Throughout the listing below, copy each line containing "setLineDash".

───── The data ─────

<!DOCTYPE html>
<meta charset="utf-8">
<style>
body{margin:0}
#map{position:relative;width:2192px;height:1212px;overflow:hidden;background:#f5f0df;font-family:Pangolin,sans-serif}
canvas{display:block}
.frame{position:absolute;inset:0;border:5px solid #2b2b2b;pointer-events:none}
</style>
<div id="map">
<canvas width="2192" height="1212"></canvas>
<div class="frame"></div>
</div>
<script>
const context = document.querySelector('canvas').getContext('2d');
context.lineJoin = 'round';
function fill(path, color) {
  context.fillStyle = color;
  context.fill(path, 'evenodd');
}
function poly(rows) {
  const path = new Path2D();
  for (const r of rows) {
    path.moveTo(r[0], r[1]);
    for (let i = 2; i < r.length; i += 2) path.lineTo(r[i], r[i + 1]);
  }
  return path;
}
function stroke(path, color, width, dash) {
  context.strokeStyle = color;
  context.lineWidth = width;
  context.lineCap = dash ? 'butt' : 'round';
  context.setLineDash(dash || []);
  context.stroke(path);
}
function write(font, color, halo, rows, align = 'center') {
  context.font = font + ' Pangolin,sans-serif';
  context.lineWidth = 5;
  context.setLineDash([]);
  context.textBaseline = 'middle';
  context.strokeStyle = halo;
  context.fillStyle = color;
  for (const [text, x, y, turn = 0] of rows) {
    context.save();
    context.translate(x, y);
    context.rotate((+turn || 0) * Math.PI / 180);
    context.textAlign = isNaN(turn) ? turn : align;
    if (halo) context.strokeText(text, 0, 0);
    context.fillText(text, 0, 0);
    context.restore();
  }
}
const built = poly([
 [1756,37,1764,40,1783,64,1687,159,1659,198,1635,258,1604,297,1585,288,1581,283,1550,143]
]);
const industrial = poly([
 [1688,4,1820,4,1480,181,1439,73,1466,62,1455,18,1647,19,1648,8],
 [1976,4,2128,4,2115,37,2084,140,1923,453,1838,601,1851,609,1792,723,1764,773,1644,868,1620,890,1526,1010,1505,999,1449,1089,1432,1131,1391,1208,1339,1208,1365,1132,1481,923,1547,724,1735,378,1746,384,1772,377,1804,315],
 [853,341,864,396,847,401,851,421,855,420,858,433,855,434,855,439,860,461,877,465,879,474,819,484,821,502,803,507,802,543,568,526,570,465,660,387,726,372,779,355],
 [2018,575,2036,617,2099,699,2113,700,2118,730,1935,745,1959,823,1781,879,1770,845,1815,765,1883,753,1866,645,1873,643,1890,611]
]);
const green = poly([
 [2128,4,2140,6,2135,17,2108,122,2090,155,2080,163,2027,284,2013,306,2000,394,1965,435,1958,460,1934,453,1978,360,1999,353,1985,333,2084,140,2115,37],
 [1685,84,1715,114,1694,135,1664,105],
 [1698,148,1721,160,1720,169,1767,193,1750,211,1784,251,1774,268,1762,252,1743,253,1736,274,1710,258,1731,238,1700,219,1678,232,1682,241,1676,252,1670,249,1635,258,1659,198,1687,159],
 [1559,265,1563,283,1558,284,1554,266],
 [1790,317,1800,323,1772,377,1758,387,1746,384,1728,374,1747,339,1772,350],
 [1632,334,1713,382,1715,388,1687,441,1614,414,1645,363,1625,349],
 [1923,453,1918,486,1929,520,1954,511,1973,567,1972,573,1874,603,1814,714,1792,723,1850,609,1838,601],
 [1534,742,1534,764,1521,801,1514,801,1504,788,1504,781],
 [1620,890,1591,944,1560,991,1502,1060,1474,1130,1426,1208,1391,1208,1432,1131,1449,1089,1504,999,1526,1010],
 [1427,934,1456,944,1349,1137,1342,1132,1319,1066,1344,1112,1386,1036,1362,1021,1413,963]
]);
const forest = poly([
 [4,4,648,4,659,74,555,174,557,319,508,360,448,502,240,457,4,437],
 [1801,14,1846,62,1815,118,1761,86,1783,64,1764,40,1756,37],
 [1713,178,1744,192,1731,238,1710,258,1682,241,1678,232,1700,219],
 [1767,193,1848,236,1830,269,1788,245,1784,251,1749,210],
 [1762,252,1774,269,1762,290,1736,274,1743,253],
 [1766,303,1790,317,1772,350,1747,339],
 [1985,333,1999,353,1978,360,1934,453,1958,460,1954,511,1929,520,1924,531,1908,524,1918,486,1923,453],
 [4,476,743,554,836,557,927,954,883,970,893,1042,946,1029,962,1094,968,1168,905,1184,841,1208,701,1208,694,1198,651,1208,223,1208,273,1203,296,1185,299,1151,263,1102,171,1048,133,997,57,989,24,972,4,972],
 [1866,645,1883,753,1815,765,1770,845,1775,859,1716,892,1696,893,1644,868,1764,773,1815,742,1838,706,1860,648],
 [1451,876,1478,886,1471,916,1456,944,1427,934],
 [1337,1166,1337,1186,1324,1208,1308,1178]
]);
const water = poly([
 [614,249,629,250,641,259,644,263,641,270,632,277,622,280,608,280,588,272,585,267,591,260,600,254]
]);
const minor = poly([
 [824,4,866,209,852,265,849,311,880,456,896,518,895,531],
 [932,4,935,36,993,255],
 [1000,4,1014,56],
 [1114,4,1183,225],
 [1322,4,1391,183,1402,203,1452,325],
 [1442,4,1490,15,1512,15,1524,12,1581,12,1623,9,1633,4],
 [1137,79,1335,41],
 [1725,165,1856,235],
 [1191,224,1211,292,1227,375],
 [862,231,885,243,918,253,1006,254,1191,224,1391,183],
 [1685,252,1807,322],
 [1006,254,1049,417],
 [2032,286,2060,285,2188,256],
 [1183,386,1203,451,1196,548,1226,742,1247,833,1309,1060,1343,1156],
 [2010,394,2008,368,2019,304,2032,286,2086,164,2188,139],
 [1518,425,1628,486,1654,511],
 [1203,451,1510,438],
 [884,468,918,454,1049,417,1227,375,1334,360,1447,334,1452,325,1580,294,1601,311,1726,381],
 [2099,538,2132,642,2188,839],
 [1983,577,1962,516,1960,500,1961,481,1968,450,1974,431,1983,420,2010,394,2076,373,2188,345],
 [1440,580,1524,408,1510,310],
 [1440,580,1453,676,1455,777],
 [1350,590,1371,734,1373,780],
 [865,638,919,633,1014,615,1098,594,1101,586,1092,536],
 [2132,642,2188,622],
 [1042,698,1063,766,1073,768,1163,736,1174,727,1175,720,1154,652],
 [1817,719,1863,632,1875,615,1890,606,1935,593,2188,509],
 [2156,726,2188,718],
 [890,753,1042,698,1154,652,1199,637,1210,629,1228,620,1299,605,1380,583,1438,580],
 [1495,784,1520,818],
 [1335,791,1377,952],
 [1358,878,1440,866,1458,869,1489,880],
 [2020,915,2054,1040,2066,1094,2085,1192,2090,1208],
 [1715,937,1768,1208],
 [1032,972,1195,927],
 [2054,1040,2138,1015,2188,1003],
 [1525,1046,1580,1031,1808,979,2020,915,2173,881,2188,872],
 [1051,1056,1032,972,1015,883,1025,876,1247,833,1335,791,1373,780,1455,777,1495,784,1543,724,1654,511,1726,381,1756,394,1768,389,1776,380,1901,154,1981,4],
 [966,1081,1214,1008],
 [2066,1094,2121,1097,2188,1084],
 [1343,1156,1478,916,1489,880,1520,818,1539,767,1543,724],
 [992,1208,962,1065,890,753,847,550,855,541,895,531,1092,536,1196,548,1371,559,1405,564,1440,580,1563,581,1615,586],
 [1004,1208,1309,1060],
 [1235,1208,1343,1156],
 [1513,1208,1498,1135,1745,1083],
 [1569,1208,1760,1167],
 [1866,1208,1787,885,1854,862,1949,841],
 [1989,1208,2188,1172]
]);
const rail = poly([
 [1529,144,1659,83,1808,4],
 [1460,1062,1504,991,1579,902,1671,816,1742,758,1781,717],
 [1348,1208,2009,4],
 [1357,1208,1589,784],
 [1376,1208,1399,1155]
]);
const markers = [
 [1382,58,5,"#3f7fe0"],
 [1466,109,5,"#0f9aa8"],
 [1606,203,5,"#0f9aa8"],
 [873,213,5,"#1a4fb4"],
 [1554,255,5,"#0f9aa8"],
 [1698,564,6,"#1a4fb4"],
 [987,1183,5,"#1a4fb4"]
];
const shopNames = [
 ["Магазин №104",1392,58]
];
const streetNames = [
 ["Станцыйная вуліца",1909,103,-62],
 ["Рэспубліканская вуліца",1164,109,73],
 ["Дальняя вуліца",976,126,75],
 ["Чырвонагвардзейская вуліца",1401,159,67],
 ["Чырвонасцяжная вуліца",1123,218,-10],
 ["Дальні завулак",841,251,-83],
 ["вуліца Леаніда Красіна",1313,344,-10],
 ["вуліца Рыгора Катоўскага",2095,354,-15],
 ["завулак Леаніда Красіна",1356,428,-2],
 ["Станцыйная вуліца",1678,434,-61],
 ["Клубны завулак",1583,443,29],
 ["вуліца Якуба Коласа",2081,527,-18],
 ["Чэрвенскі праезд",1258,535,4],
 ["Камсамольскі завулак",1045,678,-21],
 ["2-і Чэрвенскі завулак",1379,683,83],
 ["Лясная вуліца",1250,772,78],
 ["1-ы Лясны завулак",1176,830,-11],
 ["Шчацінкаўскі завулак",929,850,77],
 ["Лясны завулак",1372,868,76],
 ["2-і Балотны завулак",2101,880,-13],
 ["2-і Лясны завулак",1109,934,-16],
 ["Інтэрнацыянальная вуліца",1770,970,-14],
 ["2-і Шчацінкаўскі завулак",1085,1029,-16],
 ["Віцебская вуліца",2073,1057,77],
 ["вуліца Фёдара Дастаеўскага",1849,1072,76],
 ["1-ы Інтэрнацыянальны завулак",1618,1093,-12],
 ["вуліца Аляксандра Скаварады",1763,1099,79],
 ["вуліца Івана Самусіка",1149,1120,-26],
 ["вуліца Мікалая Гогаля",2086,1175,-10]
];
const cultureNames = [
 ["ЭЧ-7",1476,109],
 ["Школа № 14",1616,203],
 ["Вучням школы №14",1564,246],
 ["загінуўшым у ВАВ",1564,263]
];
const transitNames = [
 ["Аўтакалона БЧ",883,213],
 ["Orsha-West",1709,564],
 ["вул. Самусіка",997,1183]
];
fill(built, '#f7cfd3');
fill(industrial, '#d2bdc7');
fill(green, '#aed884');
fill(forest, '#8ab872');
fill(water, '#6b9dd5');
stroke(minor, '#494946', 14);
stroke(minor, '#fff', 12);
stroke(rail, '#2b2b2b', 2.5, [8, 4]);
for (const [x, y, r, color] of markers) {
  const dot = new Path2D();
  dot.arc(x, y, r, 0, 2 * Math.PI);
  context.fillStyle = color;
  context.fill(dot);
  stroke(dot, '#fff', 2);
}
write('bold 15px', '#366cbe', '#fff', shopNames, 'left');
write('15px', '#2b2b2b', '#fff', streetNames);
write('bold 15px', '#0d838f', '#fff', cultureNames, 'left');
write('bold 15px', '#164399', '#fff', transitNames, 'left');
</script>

─────

*Answer to the problem:*
  context.setLineDash(dash || []);
  context.setLineDash([]);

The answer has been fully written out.